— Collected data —
════════════════

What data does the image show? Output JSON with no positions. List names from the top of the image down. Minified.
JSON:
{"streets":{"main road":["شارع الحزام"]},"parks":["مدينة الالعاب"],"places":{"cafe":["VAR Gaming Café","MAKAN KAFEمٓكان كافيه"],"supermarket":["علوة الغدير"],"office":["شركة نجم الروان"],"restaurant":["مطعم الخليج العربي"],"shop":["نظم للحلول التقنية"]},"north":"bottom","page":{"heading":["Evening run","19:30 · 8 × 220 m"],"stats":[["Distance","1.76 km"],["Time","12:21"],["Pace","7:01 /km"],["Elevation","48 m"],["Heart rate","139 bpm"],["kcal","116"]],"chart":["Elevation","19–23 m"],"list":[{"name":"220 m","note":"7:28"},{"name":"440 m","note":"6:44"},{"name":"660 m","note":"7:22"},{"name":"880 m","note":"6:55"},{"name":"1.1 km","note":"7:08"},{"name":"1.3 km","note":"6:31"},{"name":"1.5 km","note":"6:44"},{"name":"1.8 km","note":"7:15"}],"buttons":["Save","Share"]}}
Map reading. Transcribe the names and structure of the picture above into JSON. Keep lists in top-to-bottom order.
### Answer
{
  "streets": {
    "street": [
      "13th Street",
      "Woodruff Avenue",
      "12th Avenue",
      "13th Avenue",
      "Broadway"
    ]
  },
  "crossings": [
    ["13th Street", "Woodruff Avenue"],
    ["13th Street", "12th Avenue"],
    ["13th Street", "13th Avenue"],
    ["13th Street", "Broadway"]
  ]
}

════════════════

— Problem requirements —
Using the data above, reproduce every line exactly.

— Answer to the exercise —
What data does the image show? Output JSON with no positions. List names from the top of the image down. Minified.
JSON:
{"streets":{"main road":["شارع الحزام"]},"parks":["مدينة الالعاب"],"places":{"cafe":["VAR Gaming Café","MAKAN KAFEمٓكان كافيه"],"supermarket":["علوة الغدير"],"office":["شركة نجم الروان"],"restaurant":["مطعم الخليج العربي"],"shop":["نظم للحلول التقنية"]},"north":"bottom","page":{"heading":["Evening run","19:30 · 8 × 220 m"],"stats":[["Distance","1.76 km"],["Time","12:21"],["Pace","7:01 /km"],["Elevation","48 m"],["Heart rate","139 bpm"],["kcal","116"]],"chart":["Elevation","19–23 m"],"list":[{"name":"220 m","note":"7:28"},{"name":"440 m","note":"6:44"},{"name":"660 m","note":"7:22"},{"name":"880 m","note":"6:55"},{"name":"1.1 km","note":"7:08"},{"name":"1.3 km","note":"6:31"},{"name":"1.5 km","note":"6:44"},{"name":"1.8 km","note":"7:15"}],"buttons":["Save","Share"]}}
Map reading. Transcribe the names and structure of the picture above into JSON. Keep lists in top-to-bottom order.
### Answer
{
  "streets": {
    "street": [
      "13th Street",
      "Woodruff Avenue",
      "12th Avenue",
      "13th Avenue",
      "Broadway"
    ]
  },
  "crossings": [
    ["13th Street", "Woodruff Avenue"],
    ["13th Street", "12th Avenue"],
    ["13th Street", "13th Avenue"],
    ["13th Street", "Broadway"]
  ]
}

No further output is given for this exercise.